Bellerophon

Bellerophon is a software tool designed for getting approximate variants of a C++ source-code. It is meant to be used together with clang-Chimera and exploits genetic algorithms as exploration strategy.

How it works

Bellerophon alters the input source-code by exploiting approximate computing techniques and explores possible variants by means of objective functions.

The solution space is given by the combination of different configurations of approximate computing techniques applied to the source code and each of them is characterized by different parameters.

Indeed, in Bellerophon, the user is able to specify a reward function, as well as a penalty function, in conjunction to an error/quality function which gives, by means of a metric, the distance between the original output and the approximate one.

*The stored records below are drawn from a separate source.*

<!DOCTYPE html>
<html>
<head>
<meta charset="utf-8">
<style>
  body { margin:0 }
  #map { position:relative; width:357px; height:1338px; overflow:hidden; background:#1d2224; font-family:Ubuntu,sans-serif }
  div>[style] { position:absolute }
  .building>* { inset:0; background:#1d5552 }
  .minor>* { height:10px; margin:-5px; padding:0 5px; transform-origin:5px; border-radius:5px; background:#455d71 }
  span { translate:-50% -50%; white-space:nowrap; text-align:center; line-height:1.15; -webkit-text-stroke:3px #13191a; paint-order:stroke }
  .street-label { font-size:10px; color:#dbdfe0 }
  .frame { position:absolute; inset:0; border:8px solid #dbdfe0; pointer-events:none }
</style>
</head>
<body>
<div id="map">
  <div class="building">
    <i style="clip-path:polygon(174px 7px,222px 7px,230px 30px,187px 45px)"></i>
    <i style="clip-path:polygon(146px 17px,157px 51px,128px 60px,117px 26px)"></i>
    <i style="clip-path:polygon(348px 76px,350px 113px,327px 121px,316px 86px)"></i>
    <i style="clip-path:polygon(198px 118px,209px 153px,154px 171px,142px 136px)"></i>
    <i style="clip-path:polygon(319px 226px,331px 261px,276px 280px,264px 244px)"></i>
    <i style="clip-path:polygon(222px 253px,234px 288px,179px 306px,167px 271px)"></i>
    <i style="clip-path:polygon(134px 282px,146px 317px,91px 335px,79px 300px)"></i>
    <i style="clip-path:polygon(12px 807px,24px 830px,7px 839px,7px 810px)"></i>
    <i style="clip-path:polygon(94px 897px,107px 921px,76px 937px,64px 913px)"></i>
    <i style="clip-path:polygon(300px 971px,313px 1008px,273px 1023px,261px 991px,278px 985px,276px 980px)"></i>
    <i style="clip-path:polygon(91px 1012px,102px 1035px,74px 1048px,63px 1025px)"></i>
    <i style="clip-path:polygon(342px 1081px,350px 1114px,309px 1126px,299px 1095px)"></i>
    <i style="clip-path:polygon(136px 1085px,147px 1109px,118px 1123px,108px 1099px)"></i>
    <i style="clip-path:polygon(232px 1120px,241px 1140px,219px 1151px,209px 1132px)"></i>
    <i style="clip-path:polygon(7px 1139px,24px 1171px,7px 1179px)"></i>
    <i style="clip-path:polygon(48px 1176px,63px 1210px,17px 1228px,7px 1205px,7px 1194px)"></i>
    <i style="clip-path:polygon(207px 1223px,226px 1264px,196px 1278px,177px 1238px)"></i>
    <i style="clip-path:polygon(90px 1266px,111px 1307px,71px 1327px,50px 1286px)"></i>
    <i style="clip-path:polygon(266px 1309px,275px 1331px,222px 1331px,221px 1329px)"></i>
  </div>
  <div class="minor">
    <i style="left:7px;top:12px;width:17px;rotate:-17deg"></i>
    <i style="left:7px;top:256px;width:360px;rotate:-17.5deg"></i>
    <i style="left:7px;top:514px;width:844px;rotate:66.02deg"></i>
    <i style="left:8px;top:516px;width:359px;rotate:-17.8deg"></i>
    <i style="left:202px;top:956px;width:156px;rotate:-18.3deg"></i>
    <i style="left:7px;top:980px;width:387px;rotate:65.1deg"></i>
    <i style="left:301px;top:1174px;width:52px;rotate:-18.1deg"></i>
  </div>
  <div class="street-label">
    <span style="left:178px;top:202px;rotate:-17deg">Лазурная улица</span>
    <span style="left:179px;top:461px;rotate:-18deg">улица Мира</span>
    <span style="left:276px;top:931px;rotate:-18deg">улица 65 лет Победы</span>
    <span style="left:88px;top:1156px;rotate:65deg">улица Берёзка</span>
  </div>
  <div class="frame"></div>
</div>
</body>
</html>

In order to support new approximate computing techniques, Bellerophon introduces the plug-ins, which are an abstraction of a particular technique and embody the business logic necessary to actually apply such a technique on a C++ code. Therefore, the definition of a plug-in goes in parallel with the definition of the clang-Chimera Operator, and requires:

The exploration of approximate variants is achieved by employing the ParadisEO, a software framework for methaheuristics.

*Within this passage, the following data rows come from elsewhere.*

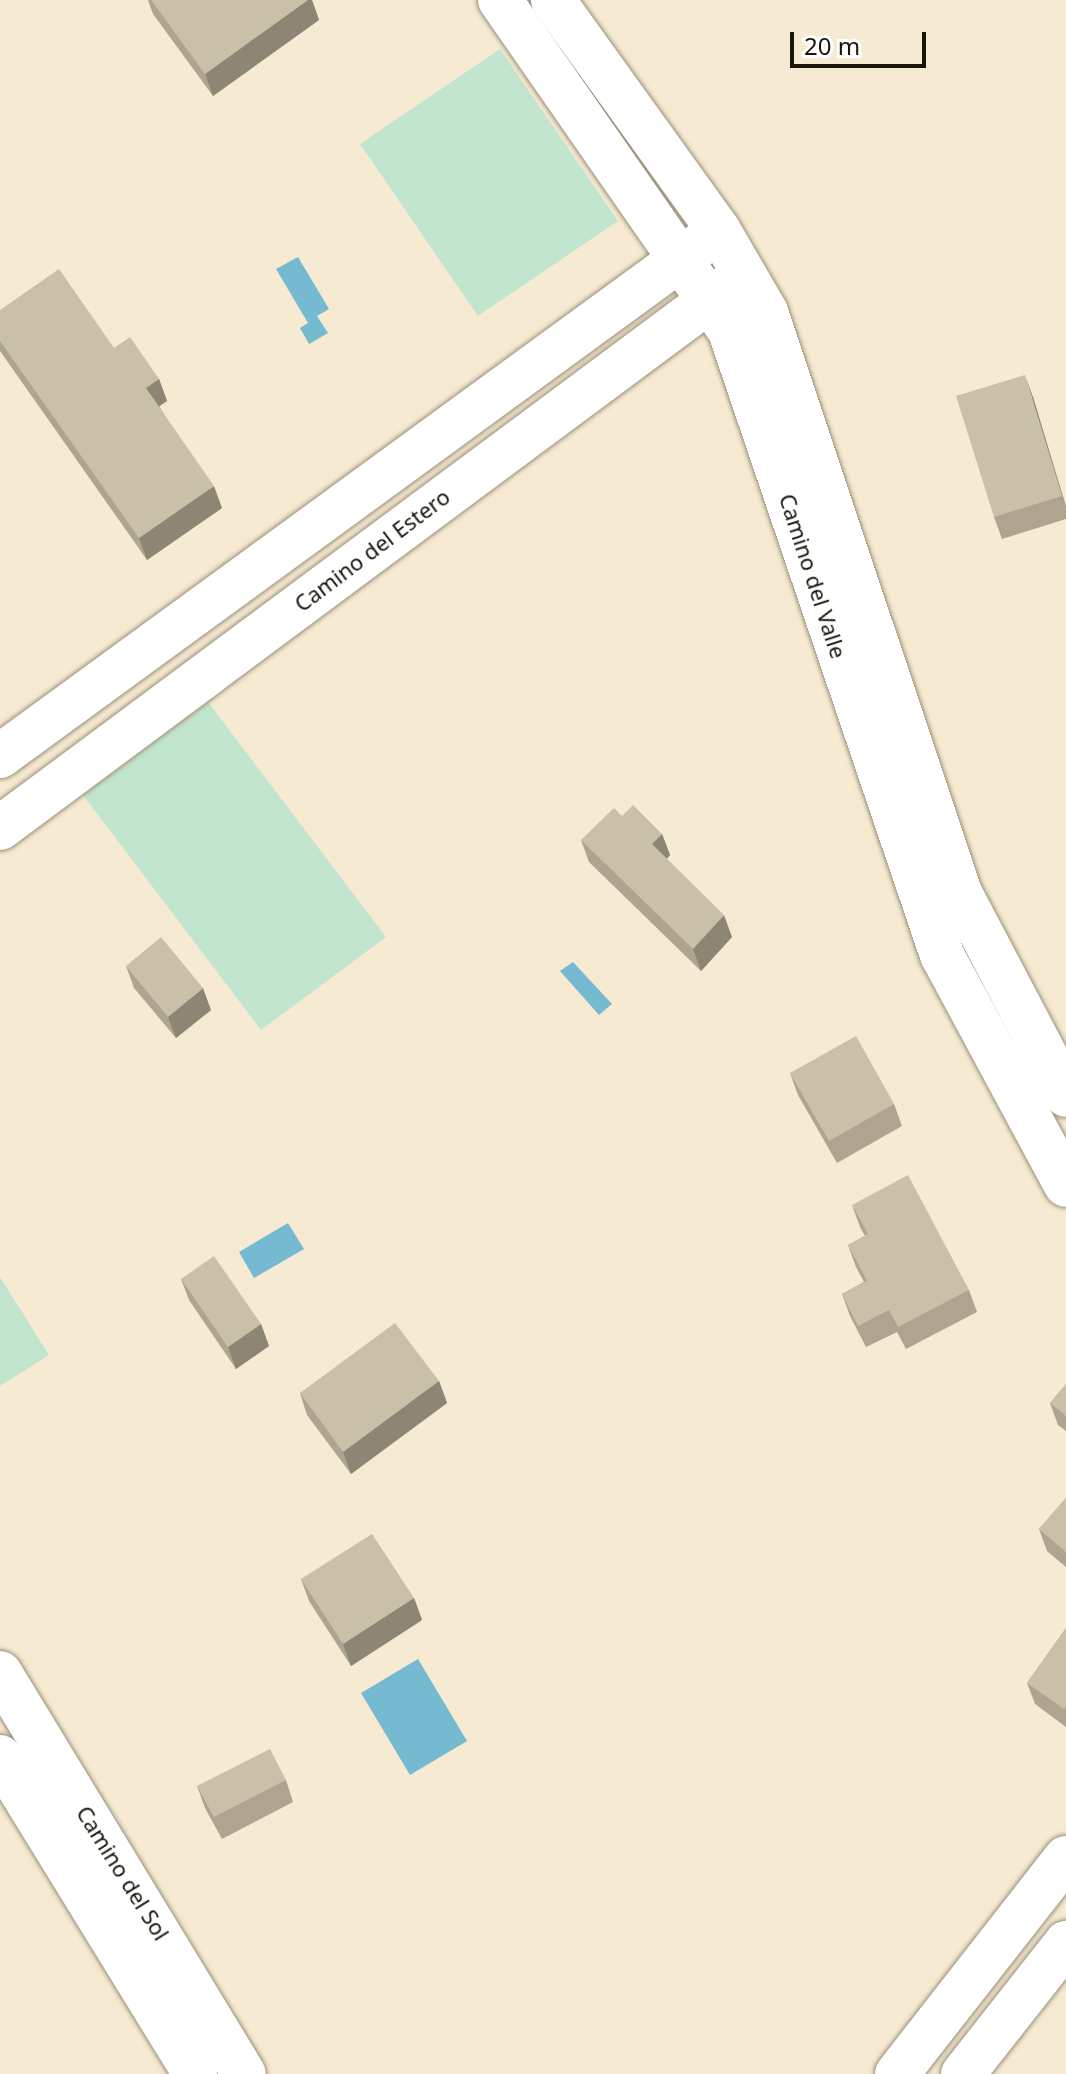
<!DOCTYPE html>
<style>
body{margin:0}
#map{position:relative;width:1066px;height:2074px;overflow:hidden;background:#f6ead2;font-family:"Noto Sans",sans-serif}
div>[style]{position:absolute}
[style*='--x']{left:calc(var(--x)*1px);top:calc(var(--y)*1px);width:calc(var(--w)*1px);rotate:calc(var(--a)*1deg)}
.green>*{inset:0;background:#c2e5d0}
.water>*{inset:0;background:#76bad2}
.roads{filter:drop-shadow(0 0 2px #9a8f78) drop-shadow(0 0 2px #9a8f78)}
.street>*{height:44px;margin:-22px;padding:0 22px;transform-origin:22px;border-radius:22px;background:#fff}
.wall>*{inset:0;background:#aea490}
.shaded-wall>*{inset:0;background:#8d8675}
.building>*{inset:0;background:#cabfa7}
span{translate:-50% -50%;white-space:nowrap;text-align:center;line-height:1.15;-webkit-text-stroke:7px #fff;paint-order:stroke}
.street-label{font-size:22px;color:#19150c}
.scale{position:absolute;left:790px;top:32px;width:136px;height:36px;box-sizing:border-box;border:4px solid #19150c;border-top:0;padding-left:10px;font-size:24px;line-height:28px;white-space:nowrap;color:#19150c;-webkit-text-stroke:6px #fff;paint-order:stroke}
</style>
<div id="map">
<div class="green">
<i style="clip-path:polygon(500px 49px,618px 221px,478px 316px,360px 144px)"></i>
<i style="clip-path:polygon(208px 702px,386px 937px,261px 1030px,83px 795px)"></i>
<i style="clip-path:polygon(0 1277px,49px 1355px,0 1386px)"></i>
</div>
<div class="water">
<i style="clip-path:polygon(298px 257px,329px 309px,317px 316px,328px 333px,309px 344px,300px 328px,308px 323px,276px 269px)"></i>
<i style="clip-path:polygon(573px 962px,612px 1004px,599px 1015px,560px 971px)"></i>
<i style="clip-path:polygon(288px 1223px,304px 1249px,254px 1278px,239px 1252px)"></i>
<i style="clip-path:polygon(418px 1659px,467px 1741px,410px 1775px,361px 1693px)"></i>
</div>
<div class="roads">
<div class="street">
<i style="--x:500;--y:0;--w:403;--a:55.2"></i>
<i style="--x:730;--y:331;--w:659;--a:71.24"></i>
<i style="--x:942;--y:955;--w:261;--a:61.7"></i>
<i style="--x:553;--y:0;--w:284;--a:54.3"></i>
<i style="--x:719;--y:231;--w:94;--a:59.9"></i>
<i style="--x:766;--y:312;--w:613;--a:71.54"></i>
<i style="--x:960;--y:893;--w:228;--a:62.3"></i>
<i style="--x:0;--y:756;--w:872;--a:-36.13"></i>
<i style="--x:0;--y:828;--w:913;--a:-36.63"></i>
<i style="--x:0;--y:1673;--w:469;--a:58.7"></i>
<i style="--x:0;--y:1757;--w:372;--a:58.4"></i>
<i style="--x:897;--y:2074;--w:274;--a:-52"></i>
<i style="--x:963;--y:2074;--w:167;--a:-51.8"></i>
</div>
</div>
<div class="wall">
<i style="clip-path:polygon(148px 0,312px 0,319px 20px,213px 96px,153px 14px)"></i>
<i style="clip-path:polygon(0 310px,114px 348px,159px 379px,167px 401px,159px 406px,222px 508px,147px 560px,0 351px)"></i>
<i style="clip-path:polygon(1033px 397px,1066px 506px,1066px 519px,1002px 539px,994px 517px)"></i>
<i style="clip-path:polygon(622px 816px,662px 834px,670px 855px,667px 859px,732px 937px,701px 971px,589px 862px,581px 840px)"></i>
<i style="clip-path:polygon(126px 966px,211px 1010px,176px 1038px,134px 988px)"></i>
<i style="clip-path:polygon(790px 1073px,894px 1104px,902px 1126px,837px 1163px,798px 1095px)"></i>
<i style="clip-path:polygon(852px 1205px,969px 1290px,977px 1312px,906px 1349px,897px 1332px,866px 1347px,850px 1316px,842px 1294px,864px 1282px,856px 1267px,848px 1245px,865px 1236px,860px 1227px)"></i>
<i style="clip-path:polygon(181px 1279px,261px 1324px,269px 1346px,236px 1369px,189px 1300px)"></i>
<i style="clip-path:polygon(439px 1381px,447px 1403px,351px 1474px,307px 1415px,300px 1393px)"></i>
<i style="clip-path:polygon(1066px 1384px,1066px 1431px,1058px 1425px,1050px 1403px)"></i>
<i style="clip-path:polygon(1066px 1498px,1066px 1567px,1047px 1551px,1039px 1529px)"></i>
<i style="clip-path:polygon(301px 1579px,414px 1598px,422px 1620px,351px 1666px,309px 1601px)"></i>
<i style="clip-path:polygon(1066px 1628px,1066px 1727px,1035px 1704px,1027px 1683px)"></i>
<i style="clip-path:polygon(286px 1780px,293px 1802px,222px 1839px,205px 1808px,197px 1786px)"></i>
</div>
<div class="shaded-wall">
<i style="clip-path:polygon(308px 0,312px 0,319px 20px,213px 96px,205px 74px)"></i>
<i style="clip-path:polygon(1025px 375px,1033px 397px,1066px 508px,1062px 496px)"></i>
<i style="clip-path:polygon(159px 379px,167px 401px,154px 410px,146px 388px)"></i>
<i style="clip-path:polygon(214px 486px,222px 508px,147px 560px,139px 538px)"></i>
<i style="clip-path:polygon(662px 834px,670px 855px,660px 866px,652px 844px)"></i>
<i style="clip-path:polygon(724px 915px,732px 937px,701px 971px,693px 949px)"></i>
<i style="clip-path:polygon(203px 988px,211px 1010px,176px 1038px,168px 1017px)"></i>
<i style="clip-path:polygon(261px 1324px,269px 1346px,236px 1369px,228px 1347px)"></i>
<i style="clip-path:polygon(439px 1381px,447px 1403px,351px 1474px,343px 1452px)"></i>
<i style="clip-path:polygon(414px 1598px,422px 1620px,351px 1666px,343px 1644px)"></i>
</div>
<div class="building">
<i style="clip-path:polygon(151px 0,308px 0,205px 74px)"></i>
<i style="clip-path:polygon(59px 269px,114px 348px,130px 337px,159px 379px,146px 388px,214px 486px,139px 538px,0 341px,0 310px)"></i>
<i style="clip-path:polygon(1025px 375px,1062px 496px,994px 517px,956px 396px)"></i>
<i style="clip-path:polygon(633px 805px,662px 834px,652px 844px,724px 915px,693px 949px,581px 840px,614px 808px,622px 816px)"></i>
<i style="clip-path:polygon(161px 937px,203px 988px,168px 1017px,126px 966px)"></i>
<i style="clip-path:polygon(856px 1036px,894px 1104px,829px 1141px,790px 1073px)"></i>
<i style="clip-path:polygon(908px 1175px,969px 1290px,898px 1327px,889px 1310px,858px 1326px,842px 1294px,867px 1281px,848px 1245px,868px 1234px,852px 1205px)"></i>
<i style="clip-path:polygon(214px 1256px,261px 1324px,228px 1347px,181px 1279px)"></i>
<i style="clip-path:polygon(395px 1323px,439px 1381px,343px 1452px,300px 1393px)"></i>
<i style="clip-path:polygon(1066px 1384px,1066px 1416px,1050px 1403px)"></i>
<i style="clip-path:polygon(1066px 1498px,1066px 1552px,1039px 1529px)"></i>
<i style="clip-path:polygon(372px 1534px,414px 1598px,343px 1644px,301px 1579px)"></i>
<i style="clip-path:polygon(1066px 1628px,1066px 1706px,1064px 1709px,1027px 1683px)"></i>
<i style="clip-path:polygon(270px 1749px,286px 1780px,214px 1817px,197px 1786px)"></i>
</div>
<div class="street-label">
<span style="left:372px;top:550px;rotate:-37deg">Camino del Estero</span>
<span style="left:813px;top:576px;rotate:72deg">Camino del Valle</span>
<span style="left:123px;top:1873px;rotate:58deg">Camino del Sol</span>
</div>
<div class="scale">20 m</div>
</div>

The compilation strategy adopted by Bellerophon allows to compile just what it is necessary to retrieve information about approximate variants of a source-code project. Indeed, it is able to load (shared) library objects and archives, as well as C++ source.

Bellerophon makes use of the Just-in-Time engine provided by LLVM: each time the software needs to be altered for testing a new variant, Bellerophon do not invoke the system loader, conversely uses the same image loaded into the memory.

Using

Executing bellerophon without any input argument will prompt a short help message, which reports the main flags and options.

Compilation Database

Bellerophon makes use of Clang-Tool and requires a compilation database. It can be provided to bellerophon as a JSON file named compilation_database.json. We suggest to exploit CMake for automatically get a compilation_database.json file.

Objective Functions

The main aim of Bellerophon is to solve a multi-objective problem. Each approximate variant of the code is evaluated through some objective functions.

The user must specify in the source-code at least the error function. This function, by means of a suitable metric, has to estimate the error with respect to results obtained from the original version of the code.

Bellerophon takes into account such a function and tries to minimize its output.

Each approximate variant can be characterized by additional objective functions, namely reward and penalty functions.

The default reward function in Bellerophon is the sum of every approximation grade applied to a given variant, but the user is able to specify a different reward function which overrides the default one.

Objective Functions Definition

All the objective functions are provided to Bellerophon through the source-code, hence in C/C++. During the exploration, Bellerophon defines a variant and execute on it the objective functions. They have be coded with the proper signature:

double BELLERO_getError(){
...
  }

double BELLERO_Reward(){
...
}

double BELLERO_Penalty(){
...
}

Plug-ins

Bellerophon is designed to be extended with any approximate computing technique that can be applied on C/C++ code or even tested by means of software simulation. For this reason, it is compiled with plug-ins, which are provided into the Plugins folder of the source-code.

Each plug-in provides to Bellerophon the logic to access to a source-code and alters values which represents the approximate grade of a particular approximate computing technique. These methods are implemented by means of the inheritance of two classes, namely the AprxContext and AprxTechnique.